I leave work at 5pm every day. Every day I drive and pick up the two loves of my life and get home an hour later. During my drive home I listen to my son describe his day with his slight stutter that I hang up on a little more than I should. I try to tune out and ssshhh my baby girl as she screams her head off because she’s my adorable little porker that has to eat every two hours or she’ll freak out. I arrive at home I run to the bottles and make baby girl her 8oz bottle while making sure I have two things of baby food veggies for her to eat afterwards. As I shake the bottle I try to talk over Jaxy as he’s pretending to talk in dinosaur language to his toys and ask him what he wants to eat. I lay baby girl on the floor and have her hold her own bottle so I can begin Jaxys dinner and continuously beg him to feed her, but he responds with a sweet, “No. I’m fine”.

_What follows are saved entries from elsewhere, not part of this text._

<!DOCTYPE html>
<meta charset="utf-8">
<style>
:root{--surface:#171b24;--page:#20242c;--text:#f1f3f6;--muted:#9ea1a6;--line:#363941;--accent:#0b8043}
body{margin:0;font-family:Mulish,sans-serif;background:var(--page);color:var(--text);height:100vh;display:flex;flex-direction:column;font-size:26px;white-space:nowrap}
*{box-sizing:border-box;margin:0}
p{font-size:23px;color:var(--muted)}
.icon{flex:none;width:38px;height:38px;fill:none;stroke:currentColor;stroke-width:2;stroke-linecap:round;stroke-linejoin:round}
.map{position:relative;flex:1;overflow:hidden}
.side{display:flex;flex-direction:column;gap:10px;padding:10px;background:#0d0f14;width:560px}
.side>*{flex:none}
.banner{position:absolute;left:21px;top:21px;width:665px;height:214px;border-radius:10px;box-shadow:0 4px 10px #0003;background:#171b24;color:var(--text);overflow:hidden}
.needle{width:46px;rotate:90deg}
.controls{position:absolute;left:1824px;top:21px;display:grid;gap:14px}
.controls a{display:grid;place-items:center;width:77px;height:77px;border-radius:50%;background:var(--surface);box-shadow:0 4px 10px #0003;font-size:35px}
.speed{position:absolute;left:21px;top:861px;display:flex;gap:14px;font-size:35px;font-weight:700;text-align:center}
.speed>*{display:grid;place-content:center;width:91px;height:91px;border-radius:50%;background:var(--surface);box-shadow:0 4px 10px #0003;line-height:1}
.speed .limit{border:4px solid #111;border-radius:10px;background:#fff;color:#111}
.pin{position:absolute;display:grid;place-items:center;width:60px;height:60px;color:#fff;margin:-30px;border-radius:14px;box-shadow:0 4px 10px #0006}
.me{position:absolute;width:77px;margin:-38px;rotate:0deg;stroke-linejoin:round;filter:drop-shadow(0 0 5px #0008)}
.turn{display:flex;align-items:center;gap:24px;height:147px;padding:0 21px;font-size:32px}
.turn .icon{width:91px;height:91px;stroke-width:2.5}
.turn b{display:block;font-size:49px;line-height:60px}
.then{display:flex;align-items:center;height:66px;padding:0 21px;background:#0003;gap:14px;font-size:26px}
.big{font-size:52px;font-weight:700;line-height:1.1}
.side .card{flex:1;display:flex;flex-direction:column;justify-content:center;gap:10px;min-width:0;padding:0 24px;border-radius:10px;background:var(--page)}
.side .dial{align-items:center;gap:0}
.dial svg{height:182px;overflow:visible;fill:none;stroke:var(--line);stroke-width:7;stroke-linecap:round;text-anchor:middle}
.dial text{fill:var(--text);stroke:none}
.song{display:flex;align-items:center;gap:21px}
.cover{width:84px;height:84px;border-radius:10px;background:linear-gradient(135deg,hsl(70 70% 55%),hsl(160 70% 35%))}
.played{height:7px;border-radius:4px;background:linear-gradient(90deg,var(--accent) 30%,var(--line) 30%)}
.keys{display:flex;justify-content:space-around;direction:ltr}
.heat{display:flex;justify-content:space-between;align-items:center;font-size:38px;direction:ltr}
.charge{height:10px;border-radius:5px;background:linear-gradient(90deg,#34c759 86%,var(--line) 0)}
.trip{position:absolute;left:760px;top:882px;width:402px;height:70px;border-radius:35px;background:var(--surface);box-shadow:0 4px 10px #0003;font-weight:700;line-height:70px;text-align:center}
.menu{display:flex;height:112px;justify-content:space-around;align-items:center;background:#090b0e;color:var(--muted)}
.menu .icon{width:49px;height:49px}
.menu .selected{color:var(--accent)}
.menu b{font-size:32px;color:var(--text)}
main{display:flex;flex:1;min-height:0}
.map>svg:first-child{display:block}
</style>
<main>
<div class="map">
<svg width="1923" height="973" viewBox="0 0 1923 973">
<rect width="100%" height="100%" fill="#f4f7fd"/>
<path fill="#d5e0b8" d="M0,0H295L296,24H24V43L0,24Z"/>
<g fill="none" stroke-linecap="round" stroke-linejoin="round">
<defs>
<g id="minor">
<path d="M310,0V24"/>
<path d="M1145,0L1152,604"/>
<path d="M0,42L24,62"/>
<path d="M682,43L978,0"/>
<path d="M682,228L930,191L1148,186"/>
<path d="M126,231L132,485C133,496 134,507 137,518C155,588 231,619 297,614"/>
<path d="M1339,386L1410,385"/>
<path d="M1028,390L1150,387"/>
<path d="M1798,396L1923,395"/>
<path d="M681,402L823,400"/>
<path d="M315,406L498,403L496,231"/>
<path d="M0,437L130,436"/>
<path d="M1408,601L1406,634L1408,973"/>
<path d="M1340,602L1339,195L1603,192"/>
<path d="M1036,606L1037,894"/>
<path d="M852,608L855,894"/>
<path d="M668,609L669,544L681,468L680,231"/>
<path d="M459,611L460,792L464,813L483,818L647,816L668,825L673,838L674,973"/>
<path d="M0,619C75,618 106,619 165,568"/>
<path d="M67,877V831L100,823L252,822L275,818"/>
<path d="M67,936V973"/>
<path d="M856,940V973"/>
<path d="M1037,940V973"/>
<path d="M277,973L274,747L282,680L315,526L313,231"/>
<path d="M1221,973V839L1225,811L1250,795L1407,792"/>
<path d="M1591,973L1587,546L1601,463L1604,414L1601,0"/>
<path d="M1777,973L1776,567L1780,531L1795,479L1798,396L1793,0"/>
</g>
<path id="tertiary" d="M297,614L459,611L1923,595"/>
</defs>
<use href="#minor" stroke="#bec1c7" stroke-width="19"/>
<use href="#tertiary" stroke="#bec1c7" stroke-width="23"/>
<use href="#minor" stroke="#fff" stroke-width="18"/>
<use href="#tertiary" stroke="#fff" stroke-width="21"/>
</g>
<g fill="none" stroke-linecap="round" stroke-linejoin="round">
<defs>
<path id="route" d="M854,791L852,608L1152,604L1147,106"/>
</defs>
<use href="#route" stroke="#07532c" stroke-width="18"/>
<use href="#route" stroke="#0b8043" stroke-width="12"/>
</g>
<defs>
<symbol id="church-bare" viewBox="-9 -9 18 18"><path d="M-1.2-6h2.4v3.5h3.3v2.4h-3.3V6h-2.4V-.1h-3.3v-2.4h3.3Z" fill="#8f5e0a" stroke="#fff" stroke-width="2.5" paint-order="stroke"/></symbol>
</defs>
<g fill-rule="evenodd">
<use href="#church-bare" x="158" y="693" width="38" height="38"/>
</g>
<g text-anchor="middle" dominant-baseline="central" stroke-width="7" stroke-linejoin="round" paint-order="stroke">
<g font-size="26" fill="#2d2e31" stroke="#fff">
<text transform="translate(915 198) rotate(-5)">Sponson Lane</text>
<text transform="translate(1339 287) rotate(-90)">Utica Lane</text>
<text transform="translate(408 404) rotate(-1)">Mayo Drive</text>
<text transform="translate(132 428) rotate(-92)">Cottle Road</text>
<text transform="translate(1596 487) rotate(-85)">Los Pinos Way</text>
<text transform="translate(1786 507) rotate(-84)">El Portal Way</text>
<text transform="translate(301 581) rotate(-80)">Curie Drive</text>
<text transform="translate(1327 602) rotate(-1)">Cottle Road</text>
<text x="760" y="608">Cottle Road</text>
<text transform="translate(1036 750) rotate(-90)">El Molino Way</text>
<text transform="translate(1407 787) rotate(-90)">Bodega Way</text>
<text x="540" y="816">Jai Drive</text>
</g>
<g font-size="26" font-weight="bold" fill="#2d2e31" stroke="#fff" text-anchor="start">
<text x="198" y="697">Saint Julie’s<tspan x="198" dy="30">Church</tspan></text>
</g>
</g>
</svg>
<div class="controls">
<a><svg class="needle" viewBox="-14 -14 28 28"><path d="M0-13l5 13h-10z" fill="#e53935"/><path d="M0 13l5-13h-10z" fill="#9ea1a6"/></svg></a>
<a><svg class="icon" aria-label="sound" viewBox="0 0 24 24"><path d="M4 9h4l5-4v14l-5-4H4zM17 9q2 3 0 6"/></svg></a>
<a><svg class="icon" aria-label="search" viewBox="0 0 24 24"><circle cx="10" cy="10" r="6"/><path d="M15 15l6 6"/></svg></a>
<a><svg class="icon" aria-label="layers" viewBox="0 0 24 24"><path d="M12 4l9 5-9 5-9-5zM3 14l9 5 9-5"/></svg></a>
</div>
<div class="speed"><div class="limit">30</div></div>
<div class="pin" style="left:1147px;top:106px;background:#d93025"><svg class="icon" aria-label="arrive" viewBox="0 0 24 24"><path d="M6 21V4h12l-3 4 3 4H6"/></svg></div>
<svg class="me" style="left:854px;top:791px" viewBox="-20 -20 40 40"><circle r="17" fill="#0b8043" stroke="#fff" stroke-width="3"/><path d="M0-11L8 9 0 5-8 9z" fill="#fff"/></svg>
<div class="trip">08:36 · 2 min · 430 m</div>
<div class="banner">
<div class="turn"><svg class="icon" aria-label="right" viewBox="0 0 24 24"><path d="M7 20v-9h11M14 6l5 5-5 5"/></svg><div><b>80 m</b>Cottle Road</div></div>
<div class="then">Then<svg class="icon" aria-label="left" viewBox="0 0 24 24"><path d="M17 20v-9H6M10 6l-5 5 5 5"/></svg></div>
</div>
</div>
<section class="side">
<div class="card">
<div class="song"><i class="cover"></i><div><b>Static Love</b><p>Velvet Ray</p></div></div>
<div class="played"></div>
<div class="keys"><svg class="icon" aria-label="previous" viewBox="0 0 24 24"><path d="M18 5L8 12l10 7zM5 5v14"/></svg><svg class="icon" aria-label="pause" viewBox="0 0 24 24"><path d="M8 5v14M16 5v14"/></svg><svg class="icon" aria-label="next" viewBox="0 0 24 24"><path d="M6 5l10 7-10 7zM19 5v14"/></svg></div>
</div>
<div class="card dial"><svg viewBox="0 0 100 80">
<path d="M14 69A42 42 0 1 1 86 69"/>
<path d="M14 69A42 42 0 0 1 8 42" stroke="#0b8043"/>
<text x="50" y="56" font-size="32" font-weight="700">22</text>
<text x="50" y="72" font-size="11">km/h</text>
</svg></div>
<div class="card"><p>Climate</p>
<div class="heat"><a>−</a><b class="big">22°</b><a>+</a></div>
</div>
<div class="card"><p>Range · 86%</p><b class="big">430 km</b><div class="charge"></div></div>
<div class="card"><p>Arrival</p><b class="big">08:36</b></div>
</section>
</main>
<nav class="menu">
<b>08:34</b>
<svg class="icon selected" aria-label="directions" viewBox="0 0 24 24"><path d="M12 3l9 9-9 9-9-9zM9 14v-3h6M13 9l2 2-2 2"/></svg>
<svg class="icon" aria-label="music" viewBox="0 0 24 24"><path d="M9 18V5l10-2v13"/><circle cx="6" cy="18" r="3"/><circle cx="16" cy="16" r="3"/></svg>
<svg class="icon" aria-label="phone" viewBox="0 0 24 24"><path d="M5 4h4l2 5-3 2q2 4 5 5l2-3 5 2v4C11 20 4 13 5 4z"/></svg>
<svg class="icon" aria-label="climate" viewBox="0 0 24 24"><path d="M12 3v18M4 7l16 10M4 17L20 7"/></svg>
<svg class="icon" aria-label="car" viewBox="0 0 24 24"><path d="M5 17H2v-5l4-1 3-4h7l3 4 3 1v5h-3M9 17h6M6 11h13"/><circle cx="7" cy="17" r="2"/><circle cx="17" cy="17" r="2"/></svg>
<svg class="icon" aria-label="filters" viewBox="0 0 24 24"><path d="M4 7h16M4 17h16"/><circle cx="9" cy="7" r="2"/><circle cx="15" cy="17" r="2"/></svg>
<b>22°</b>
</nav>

I finally stuff the two with dinner and battle them into their pjs and get them tucked into their own beds. But then I listen to Jaxy as he presses the lullaby song in the teddy bear he picked out for his new baby sister and sing his own song for her, “You’reeeeeee my bestttttttt friend, you’reee my besttt friend, I love you, you’re my best friiiiiend”. My heart melts as I tuck him into his bed and shut his door. I take a moment and sigh to myself that I’m thankful I have them in bed, but I already miss them both. I come down the stairs and am greeted with the chaos that is our living room with an explosion of 4 year old and baby toys and dinner dishes all over the kitchen.
It’s a mess, I’m exhausted, but it’s my everyday. And I wouldn’t trade it for anything. Well, maybe I’d trade something if it meant we got to have our 4th home with us. This past weekend we headed out to our local zoo for a family day checking out the animals and I took in every moment I got to see my husband be the father I love him being to our children. We needed a day we didn’t pay attention to my to do list, or what needs to get done before he leaves for months on end. I just wanted a day to be us. We don’t get many of those.
So we went to join the party with the animals at the zoo.
I love this blog. But I love my family more and I hope to continue to take time for these memories with my kids while my husband is gone serving his duty. They deserve these memories, and I do too
What have you done with your family lately?